Watami Co., which operates a chain of izakaya pubs, and Royal Holdings Co., which handles in-flight meals, each raised their capital by more than ¥10 billion this year. In the tourism-related sector, JTB Corp. plans to issue preferred stock worth ¥30 billion at the end of September, underwritten by banks. Fujita Kanko Inc., a tourism firm that operates Hotel Chinzanso Tokyo, will issue preferred stock worth ¥15 billion to an investment fund affiliated with the DBJ.
Many companies have so far relied on loans from financial institutions amid the pandemic. Outstanding loans to Japanese firms, excluding financial institutions, exceeded ¥620 trillion at the end of December 2020, an increase of more than ¥50 trillion from a year earlier, according to the government.
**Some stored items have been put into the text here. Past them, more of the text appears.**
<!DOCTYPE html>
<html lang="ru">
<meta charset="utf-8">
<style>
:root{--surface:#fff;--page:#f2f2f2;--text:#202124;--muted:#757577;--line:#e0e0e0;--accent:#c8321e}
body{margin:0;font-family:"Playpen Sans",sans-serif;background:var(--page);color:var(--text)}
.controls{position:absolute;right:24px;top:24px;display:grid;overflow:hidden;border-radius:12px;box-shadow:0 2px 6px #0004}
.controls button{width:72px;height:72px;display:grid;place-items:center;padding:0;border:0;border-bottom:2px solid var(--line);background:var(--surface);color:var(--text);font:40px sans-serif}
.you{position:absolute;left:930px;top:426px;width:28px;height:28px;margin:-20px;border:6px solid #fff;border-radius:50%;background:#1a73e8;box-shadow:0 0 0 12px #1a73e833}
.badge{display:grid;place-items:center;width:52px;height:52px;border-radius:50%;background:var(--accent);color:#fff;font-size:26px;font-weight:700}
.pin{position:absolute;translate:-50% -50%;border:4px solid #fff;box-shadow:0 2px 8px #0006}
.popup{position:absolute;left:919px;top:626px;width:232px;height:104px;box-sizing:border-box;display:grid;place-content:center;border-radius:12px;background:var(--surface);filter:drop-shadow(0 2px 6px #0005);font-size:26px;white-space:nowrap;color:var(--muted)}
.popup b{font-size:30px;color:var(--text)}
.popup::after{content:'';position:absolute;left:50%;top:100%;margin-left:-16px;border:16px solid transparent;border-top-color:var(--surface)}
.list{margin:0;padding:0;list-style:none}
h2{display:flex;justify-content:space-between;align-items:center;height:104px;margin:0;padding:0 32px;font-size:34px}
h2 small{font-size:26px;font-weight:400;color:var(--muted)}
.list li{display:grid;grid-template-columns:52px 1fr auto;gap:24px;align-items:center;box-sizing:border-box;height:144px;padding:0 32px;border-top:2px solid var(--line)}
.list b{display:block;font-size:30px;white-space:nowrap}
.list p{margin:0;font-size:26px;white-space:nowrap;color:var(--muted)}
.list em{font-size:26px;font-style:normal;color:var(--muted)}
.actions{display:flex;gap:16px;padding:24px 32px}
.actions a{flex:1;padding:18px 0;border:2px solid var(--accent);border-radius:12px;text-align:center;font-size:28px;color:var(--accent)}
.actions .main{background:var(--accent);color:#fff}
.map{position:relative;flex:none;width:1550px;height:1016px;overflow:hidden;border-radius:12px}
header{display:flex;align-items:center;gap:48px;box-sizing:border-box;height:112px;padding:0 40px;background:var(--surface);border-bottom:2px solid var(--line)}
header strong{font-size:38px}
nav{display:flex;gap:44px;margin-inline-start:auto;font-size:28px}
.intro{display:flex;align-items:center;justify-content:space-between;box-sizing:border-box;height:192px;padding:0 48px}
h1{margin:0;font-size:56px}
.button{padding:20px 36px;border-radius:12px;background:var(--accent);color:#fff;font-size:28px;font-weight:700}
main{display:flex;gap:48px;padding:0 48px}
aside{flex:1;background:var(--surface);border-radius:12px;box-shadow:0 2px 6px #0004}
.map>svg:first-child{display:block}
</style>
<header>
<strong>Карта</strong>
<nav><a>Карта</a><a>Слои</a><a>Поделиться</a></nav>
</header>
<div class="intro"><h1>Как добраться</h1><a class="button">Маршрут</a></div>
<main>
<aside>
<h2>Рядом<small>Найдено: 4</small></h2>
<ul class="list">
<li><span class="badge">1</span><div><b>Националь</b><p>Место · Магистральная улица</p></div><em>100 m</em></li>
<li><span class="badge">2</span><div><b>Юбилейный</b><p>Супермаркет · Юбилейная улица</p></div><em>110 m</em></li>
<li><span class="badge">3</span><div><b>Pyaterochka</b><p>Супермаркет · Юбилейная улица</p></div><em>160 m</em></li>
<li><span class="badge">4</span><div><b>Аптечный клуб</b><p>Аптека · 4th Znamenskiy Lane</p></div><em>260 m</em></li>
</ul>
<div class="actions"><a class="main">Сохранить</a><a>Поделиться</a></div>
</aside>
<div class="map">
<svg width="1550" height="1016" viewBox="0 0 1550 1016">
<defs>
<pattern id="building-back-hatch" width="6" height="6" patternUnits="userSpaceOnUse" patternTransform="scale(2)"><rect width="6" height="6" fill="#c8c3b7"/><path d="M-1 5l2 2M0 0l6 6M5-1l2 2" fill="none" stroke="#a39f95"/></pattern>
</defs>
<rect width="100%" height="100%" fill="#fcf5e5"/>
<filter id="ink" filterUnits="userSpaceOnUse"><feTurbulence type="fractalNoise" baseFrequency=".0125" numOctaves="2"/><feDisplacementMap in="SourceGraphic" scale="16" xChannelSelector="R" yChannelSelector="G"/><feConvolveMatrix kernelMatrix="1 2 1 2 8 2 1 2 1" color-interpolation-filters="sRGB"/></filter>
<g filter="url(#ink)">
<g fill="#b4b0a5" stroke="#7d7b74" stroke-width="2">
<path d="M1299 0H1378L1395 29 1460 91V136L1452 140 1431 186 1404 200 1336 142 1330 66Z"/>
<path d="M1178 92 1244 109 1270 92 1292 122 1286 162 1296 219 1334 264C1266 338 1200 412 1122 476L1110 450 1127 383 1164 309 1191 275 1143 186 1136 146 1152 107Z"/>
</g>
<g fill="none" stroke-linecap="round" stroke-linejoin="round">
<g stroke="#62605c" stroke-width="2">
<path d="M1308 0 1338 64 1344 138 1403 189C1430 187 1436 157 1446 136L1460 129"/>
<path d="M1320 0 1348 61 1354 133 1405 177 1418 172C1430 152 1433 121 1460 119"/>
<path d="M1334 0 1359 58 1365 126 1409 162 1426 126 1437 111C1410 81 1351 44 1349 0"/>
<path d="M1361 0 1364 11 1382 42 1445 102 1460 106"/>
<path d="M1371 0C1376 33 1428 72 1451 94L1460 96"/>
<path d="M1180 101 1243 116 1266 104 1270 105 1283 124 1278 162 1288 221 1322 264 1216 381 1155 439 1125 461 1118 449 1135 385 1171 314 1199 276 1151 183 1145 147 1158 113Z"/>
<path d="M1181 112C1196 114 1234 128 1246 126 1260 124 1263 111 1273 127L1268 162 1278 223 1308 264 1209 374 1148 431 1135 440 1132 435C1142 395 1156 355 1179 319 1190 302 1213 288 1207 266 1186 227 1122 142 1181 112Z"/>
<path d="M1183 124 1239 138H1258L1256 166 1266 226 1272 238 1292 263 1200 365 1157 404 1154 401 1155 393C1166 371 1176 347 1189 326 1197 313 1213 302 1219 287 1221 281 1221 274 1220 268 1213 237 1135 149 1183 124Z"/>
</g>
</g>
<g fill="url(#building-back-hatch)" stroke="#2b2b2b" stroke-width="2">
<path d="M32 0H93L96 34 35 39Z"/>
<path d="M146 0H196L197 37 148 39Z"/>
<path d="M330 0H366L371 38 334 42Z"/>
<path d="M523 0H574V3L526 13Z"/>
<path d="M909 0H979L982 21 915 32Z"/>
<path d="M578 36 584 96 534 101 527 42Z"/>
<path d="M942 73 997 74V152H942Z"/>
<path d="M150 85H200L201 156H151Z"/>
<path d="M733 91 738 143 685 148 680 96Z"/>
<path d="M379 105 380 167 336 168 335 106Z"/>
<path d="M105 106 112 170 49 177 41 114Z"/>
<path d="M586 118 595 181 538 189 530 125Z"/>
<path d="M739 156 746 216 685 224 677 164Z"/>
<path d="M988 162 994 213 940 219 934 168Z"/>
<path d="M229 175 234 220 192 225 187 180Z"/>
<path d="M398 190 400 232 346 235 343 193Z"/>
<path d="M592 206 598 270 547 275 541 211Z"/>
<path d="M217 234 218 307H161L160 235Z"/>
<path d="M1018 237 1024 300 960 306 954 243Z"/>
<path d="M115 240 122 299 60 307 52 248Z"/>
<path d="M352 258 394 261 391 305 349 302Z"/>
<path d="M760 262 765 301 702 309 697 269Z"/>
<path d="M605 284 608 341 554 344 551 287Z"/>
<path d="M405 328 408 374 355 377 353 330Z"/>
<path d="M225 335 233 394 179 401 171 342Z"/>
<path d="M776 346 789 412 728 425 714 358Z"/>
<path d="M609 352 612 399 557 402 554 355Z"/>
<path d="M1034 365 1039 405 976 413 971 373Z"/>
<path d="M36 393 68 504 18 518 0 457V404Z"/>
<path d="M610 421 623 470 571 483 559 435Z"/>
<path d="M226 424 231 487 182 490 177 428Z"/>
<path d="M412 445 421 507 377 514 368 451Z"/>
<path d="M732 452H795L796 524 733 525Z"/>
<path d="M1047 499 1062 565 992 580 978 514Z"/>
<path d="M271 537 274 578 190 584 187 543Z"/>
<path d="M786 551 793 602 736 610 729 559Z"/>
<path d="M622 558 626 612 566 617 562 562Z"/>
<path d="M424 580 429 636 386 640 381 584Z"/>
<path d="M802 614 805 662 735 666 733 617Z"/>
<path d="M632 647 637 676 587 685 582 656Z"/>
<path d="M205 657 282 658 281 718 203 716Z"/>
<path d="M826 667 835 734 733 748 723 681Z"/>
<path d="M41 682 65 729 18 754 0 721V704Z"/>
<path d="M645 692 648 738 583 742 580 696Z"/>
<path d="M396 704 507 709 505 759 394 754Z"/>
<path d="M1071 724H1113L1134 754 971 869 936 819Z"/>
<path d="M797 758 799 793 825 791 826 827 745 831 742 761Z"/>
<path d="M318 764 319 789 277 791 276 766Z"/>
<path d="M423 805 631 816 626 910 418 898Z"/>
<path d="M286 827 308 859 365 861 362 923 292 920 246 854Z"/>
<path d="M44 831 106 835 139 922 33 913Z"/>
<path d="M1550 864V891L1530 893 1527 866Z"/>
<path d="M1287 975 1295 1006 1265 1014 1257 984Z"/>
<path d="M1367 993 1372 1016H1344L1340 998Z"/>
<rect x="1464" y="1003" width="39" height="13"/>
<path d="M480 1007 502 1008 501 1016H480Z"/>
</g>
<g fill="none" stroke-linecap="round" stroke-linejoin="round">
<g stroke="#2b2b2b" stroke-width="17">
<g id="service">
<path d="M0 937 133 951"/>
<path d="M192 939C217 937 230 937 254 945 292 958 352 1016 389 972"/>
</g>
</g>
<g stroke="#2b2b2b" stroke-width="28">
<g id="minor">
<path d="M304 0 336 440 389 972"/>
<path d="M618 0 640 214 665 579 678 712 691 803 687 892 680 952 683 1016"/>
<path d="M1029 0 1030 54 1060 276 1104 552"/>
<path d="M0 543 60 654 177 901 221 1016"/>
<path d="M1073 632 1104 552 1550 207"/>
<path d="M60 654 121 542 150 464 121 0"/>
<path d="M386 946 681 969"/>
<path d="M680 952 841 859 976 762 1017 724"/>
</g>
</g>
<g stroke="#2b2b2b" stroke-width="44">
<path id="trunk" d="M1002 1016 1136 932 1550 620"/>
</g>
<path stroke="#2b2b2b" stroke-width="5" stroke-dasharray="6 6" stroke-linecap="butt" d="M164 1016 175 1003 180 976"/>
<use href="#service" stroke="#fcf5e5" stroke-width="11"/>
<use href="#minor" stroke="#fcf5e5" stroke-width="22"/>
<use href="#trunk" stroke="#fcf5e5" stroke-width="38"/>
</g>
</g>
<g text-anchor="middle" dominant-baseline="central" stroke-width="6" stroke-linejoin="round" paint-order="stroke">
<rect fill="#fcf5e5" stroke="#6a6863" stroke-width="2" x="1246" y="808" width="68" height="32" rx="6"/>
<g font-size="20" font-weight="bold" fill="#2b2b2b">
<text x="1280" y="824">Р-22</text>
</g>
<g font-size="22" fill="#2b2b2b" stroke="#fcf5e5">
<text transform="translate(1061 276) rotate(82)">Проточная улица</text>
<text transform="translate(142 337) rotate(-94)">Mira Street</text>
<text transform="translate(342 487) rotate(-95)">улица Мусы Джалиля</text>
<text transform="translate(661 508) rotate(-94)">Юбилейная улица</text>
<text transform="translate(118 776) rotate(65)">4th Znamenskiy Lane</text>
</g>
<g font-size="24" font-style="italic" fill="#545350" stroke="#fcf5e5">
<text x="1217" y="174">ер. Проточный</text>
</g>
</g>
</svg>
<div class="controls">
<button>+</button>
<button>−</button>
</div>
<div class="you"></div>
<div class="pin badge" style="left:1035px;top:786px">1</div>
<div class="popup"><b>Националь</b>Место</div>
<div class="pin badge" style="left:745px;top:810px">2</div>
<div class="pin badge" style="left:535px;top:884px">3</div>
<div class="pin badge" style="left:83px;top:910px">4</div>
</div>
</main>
Loans may deprive firms of their reserves for investment. According to a survey by Tokyo Shoko Research, Ltd., 15% of large companies and 35% of small and midsize firms felt overly indebted, making it likely that firms will continue to strengthen their capital structure in the future.
“While keeping in mind a change in the environment after this pandemic is brought under control, companies need to present their growth strategies so as to procure funds stably,” said Eiji Taniguchi, chief researcher at the Japan Research Institute, Ltd.